● **How to complete this task**
Work through the entries below and show every line in which "hidden" is found.

● **Working data**
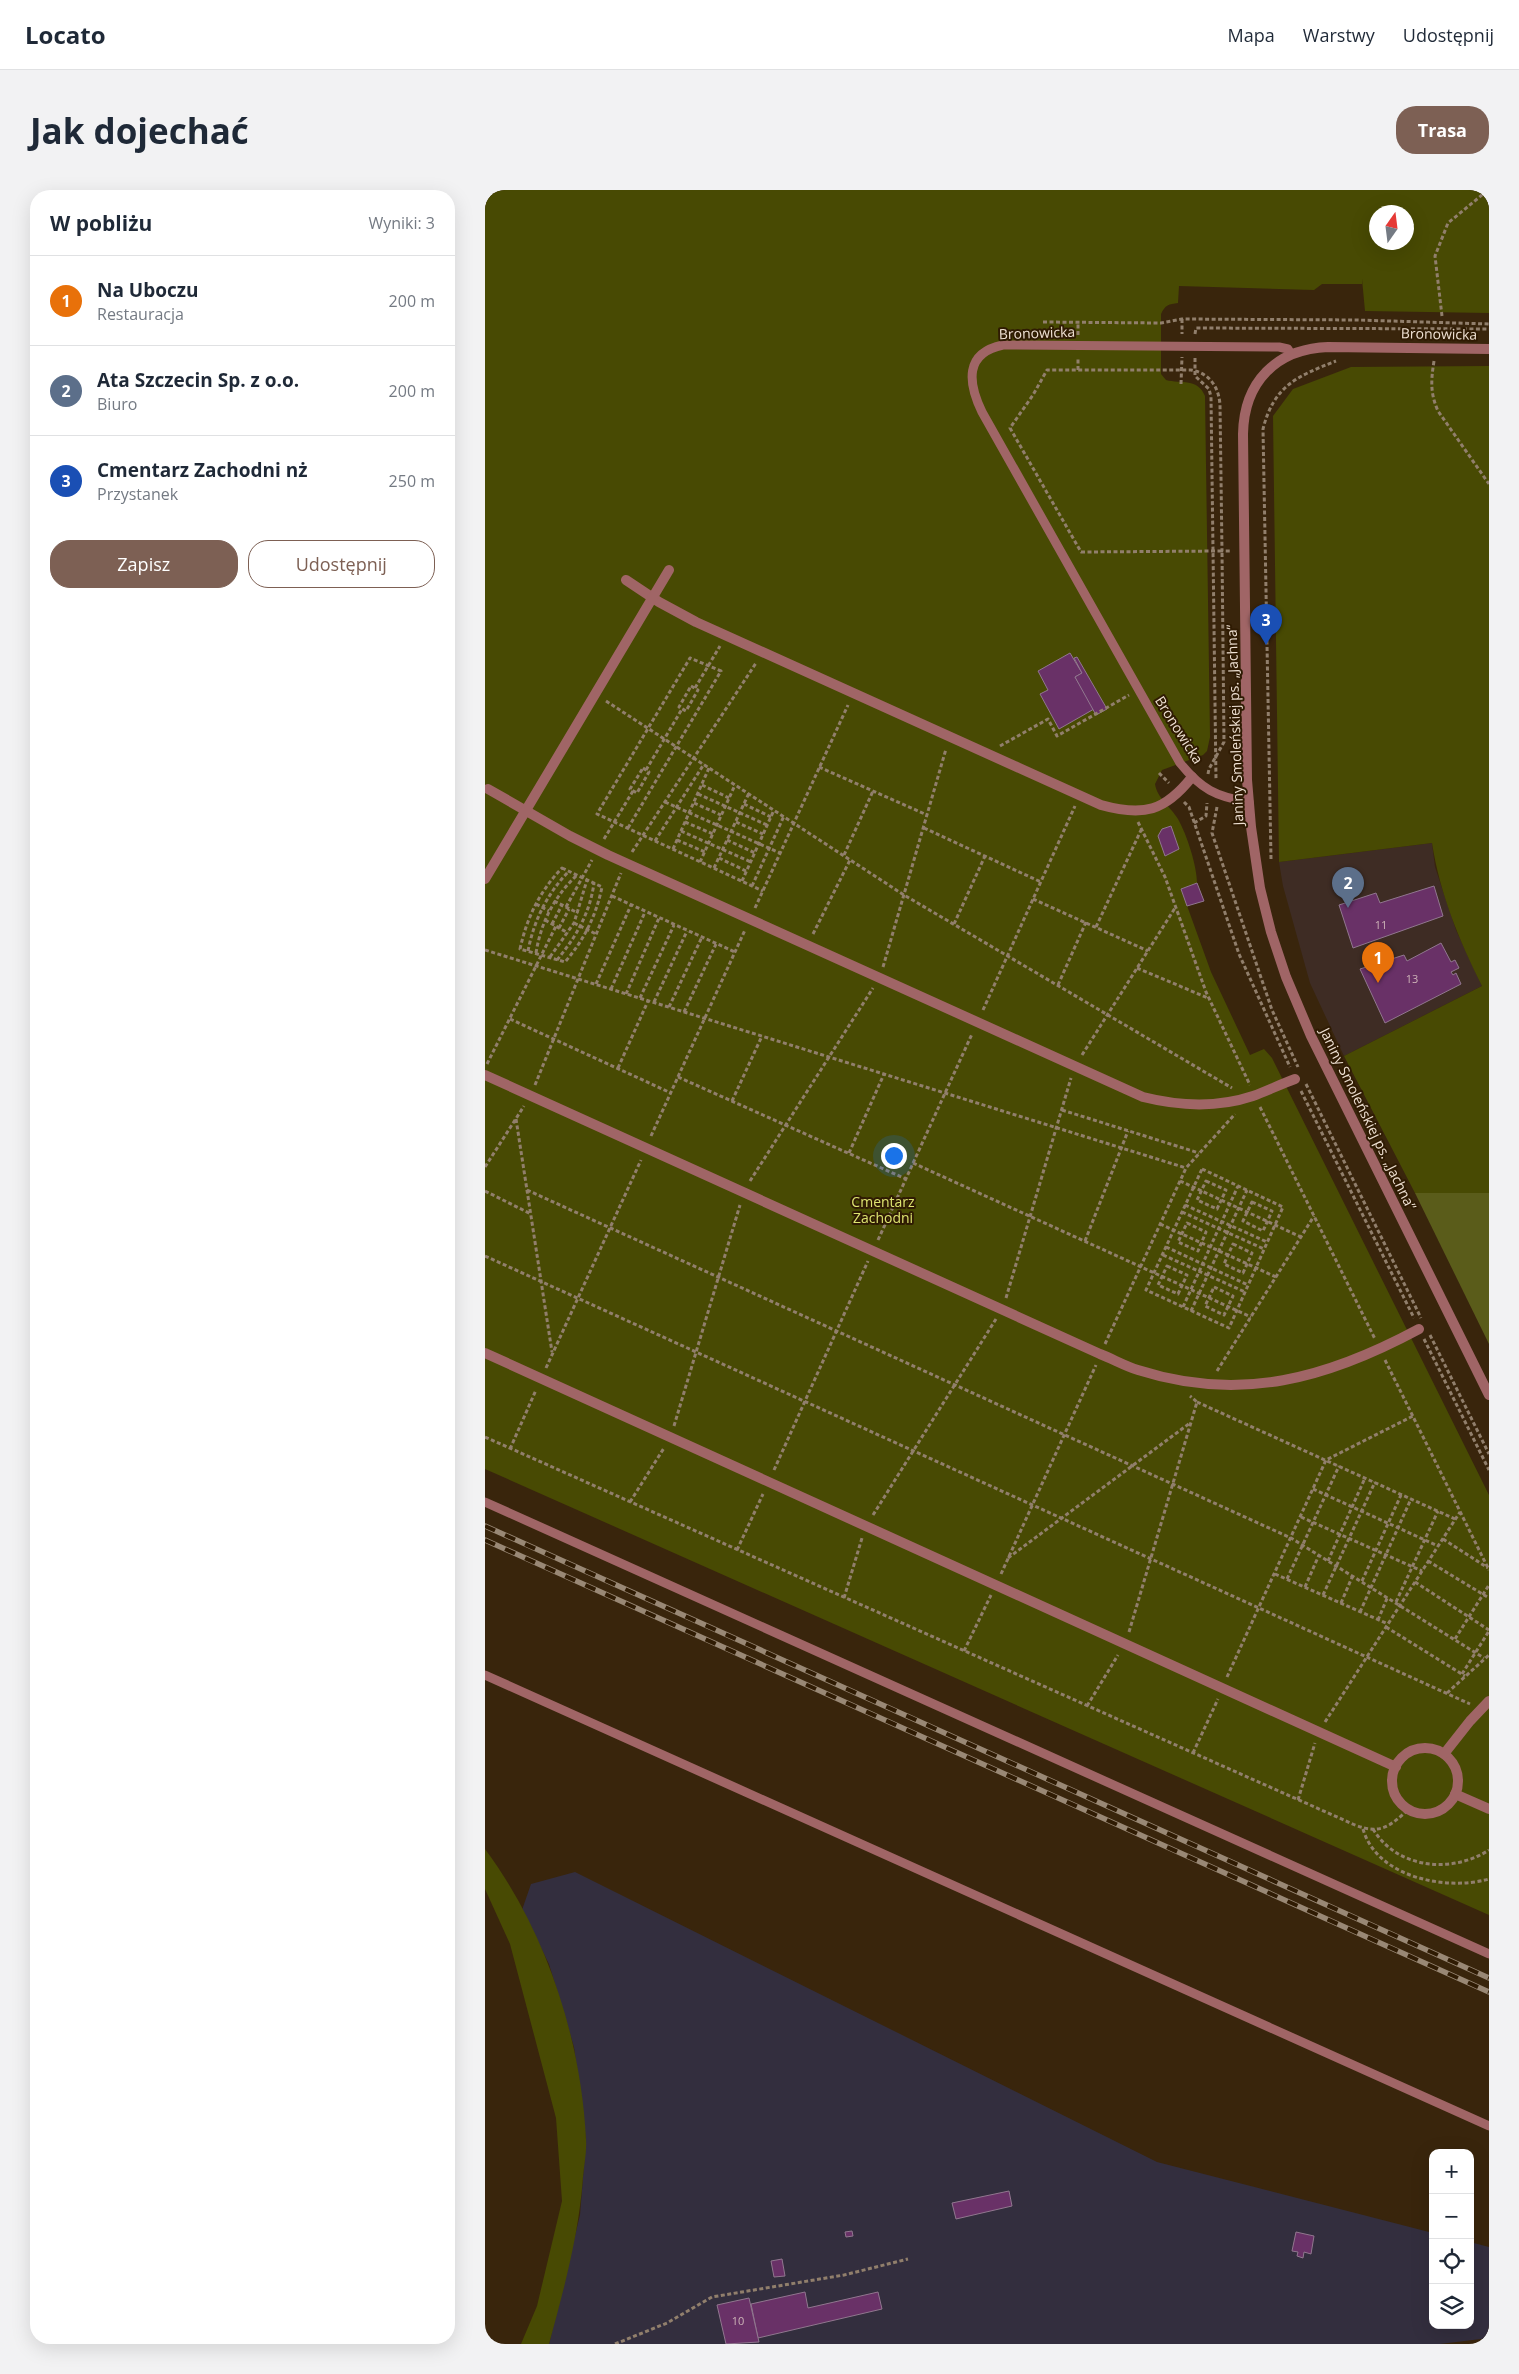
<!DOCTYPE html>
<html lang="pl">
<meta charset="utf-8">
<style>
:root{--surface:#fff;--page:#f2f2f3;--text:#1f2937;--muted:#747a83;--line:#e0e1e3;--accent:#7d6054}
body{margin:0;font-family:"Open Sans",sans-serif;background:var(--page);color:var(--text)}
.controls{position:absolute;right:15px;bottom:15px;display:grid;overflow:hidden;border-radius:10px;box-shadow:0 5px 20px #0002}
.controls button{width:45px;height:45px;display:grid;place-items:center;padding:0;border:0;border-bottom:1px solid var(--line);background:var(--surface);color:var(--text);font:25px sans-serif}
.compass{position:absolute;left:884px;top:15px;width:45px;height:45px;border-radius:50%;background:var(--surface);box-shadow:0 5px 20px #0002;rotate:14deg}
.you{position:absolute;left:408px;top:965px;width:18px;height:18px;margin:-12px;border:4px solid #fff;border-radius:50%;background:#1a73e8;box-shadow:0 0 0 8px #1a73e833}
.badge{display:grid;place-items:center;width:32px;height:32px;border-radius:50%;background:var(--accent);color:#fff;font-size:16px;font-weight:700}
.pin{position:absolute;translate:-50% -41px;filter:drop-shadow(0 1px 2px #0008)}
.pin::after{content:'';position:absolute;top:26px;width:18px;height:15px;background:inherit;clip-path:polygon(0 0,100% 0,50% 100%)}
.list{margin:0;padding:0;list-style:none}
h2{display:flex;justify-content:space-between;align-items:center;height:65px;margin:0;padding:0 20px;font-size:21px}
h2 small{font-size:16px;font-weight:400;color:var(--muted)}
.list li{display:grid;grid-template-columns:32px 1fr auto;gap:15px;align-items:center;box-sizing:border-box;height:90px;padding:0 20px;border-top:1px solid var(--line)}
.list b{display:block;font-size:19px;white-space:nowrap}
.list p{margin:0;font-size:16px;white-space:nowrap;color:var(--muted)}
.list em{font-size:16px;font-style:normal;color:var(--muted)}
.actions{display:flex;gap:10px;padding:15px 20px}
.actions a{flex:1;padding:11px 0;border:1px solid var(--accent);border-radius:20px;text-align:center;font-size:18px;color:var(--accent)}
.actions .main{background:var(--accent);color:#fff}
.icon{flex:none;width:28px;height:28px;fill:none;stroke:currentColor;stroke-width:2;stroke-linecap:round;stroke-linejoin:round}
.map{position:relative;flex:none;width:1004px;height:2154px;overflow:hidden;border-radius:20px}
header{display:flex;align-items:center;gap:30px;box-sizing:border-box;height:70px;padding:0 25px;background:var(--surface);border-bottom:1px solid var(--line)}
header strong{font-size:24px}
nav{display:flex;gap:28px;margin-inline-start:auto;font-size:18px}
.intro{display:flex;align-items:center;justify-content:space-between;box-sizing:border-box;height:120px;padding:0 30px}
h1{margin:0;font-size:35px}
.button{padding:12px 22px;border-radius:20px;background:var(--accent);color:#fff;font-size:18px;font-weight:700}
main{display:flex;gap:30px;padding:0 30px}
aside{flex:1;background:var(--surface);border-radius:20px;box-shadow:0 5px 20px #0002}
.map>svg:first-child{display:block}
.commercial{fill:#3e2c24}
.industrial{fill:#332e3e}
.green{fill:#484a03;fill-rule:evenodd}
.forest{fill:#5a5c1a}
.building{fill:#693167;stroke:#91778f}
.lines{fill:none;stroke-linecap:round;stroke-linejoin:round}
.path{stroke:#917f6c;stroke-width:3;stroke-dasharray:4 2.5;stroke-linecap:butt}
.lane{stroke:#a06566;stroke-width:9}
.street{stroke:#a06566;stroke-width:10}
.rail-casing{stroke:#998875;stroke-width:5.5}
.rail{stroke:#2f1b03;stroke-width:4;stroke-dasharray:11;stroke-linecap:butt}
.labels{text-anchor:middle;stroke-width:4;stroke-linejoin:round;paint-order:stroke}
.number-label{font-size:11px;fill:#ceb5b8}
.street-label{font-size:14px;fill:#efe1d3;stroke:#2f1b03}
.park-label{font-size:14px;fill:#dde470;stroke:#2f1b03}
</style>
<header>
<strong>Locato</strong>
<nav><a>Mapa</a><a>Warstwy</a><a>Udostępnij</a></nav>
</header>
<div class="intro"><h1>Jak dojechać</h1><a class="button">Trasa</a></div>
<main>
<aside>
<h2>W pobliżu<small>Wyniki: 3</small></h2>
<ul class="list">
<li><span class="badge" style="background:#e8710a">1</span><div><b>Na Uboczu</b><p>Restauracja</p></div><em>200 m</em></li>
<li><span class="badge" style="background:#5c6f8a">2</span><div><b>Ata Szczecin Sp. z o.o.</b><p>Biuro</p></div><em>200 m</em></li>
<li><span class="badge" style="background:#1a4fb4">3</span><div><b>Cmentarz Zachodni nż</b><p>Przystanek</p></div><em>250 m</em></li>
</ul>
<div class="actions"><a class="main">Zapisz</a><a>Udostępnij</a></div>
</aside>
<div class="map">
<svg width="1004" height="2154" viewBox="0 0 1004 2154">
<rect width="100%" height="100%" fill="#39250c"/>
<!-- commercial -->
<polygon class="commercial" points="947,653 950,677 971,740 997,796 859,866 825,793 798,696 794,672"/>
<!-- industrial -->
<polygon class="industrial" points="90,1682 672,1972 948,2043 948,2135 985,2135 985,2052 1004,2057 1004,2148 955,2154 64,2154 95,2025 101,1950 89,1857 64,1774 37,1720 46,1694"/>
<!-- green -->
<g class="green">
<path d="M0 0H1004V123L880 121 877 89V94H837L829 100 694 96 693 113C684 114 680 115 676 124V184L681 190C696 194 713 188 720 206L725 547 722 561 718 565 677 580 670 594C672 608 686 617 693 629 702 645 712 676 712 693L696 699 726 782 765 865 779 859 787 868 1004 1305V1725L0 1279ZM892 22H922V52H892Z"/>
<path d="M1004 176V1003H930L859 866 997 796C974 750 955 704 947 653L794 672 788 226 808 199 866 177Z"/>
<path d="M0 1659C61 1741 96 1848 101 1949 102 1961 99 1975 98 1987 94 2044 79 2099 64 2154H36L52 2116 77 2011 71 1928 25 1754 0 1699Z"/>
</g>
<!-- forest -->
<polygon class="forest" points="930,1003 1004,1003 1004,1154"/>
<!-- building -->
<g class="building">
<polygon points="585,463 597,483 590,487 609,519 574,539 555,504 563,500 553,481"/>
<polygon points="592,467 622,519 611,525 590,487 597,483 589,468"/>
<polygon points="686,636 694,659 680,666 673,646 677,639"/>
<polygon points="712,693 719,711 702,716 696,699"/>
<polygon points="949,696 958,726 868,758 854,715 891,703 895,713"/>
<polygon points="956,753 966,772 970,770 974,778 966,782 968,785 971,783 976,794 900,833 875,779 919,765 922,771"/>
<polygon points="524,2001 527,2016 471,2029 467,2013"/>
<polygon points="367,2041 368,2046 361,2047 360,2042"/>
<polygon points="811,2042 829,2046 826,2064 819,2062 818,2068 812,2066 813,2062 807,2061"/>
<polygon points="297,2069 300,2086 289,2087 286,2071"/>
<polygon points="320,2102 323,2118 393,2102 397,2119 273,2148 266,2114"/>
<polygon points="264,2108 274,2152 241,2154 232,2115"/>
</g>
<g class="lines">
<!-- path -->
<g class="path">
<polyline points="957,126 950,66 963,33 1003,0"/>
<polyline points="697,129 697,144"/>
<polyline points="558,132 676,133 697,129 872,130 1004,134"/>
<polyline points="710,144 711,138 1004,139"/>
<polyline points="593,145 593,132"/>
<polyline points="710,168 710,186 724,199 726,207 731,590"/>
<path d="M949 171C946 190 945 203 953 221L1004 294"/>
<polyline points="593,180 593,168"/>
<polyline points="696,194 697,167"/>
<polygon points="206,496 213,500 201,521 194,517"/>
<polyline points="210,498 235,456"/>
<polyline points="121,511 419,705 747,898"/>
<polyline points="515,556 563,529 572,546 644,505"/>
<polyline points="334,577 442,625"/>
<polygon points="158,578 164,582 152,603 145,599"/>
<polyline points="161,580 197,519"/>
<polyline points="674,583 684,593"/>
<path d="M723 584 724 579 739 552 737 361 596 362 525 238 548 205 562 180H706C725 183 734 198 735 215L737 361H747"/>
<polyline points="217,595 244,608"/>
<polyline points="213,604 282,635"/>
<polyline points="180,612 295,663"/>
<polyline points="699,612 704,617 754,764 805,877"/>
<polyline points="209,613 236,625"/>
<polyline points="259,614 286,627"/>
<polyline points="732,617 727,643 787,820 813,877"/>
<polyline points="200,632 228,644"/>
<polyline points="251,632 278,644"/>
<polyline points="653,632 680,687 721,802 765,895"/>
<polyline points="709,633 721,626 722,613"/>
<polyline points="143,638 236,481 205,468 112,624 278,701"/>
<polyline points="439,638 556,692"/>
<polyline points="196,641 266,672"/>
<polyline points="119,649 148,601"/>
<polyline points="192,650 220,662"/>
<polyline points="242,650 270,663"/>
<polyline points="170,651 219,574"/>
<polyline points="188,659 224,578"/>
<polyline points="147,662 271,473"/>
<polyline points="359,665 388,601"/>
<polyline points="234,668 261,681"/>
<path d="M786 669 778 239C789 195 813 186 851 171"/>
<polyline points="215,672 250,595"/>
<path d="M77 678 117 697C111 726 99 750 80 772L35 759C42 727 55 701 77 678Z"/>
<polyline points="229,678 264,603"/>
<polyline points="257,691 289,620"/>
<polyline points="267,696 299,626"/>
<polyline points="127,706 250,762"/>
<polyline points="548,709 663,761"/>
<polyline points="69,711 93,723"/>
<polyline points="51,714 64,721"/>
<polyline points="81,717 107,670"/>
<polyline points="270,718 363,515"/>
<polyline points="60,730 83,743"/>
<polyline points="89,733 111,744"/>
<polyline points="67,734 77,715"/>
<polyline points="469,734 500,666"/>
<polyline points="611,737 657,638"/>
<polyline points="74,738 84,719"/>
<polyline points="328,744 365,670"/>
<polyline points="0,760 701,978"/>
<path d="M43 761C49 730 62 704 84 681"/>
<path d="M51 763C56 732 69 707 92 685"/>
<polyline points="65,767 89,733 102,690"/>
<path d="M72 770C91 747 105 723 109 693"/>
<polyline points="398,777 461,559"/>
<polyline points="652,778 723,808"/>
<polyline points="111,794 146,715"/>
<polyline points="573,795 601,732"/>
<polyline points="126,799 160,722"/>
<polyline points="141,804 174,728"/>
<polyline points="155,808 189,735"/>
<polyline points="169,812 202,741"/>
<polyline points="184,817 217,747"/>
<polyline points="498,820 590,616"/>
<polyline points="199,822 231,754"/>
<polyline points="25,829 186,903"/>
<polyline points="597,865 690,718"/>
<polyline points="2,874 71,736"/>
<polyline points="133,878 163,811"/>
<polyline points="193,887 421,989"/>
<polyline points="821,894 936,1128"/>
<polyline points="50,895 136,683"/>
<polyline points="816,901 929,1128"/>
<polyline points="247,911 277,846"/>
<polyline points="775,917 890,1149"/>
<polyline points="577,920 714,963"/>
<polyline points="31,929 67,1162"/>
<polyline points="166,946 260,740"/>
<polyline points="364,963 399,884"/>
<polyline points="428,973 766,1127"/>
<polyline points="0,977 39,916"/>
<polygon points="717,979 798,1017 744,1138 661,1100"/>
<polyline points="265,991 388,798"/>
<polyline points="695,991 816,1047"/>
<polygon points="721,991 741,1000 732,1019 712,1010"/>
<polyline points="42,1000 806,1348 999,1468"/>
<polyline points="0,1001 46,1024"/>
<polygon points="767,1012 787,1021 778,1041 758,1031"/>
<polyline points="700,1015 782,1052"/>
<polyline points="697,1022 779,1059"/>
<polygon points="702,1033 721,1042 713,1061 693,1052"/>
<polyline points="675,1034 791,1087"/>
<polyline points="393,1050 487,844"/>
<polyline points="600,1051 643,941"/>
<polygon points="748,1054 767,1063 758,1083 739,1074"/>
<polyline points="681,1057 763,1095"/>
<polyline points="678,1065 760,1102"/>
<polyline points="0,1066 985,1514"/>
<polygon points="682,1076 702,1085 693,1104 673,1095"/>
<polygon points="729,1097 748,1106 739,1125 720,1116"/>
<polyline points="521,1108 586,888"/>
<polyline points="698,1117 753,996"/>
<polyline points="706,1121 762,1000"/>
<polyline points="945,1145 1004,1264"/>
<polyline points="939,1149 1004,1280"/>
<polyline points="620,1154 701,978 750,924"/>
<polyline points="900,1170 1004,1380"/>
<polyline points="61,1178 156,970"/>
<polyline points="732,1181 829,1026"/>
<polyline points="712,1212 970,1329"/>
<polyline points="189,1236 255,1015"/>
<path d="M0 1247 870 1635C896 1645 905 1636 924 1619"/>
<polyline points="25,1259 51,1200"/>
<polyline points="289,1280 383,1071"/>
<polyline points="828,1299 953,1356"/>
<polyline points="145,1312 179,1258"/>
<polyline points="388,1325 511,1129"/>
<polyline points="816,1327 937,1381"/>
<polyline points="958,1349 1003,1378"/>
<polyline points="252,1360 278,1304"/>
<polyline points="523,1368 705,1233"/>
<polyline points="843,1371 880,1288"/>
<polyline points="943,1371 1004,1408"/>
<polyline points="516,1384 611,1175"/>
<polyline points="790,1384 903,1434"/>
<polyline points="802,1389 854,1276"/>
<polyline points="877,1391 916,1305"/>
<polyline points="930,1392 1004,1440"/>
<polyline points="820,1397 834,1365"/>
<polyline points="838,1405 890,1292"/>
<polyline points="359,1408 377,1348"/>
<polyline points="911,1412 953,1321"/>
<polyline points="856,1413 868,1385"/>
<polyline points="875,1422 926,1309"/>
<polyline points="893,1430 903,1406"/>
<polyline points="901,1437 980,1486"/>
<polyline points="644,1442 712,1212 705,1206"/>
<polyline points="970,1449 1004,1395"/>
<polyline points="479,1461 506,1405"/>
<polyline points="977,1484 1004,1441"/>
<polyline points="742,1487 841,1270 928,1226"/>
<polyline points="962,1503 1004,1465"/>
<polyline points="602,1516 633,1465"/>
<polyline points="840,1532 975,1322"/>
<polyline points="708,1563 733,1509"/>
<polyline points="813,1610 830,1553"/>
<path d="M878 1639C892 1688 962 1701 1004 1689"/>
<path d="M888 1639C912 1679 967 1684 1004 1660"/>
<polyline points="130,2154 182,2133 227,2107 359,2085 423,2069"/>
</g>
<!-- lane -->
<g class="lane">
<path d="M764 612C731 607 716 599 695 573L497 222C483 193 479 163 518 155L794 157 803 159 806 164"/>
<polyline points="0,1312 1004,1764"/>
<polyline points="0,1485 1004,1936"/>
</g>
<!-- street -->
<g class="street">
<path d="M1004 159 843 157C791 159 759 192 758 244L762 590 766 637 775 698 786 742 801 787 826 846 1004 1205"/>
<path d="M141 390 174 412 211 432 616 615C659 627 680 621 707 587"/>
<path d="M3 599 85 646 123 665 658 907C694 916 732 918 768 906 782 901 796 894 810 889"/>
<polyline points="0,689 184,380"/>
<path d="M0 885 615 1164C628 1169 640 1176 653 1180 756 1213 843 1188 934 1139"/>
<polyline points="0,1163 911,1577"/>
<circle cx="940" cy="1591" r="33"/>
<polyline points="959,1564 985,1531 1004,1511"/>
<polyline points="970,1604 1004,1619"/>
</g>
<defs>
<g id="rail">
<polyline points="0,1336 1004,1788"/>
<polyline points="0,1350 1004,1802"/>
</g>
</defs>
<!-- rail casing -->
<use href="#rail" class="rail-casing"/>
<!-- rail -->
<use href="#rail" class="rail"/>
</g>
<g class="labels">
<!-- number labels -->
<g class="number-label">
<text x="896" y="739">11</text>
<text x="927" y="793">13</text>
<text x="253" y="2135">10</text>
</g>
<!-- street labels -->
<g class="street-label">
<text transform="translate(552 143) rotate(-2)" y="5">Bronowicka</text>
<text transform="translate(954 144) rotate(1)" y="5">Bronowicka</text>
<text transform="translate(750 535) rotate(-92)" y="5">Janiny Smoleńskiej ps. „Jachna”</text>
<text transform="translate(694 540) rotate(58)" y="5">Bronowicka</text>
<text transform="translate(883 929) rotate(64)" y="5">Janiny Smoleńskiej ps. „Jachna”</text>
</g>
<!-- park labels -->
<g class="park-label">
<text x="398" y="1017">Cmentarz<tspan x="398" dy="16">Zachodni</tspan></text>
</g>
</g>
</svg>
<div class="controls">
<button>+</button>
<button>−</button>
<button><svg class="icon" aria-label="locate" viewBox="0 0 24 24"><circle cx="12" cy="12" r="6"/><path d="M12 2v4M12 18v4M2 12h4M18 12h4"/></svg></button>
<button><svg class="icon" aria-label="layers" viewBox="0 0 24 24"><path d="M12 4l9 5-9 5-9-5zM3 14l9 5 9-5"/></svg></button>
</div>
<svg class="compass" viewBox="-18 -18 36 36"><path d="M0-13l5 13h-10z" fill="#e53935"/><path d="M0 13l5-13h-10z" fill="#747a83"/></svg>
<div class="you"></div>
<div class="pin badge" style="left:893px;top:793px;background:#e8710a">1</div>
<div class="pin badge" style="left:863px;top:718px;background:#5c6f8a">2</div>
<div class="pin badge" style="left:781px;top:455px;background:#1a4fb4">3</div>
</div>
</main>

● **Task result**
.controls{position:absolute;right:15px;bottom:15px;display:grid;overflow:hidden;border-radius:10px;box-shadow:0 5px 20px #0002}
.map{position:relative;flex:none;width:1004px;height:2154px;overflow:hidden;border-radius:20px}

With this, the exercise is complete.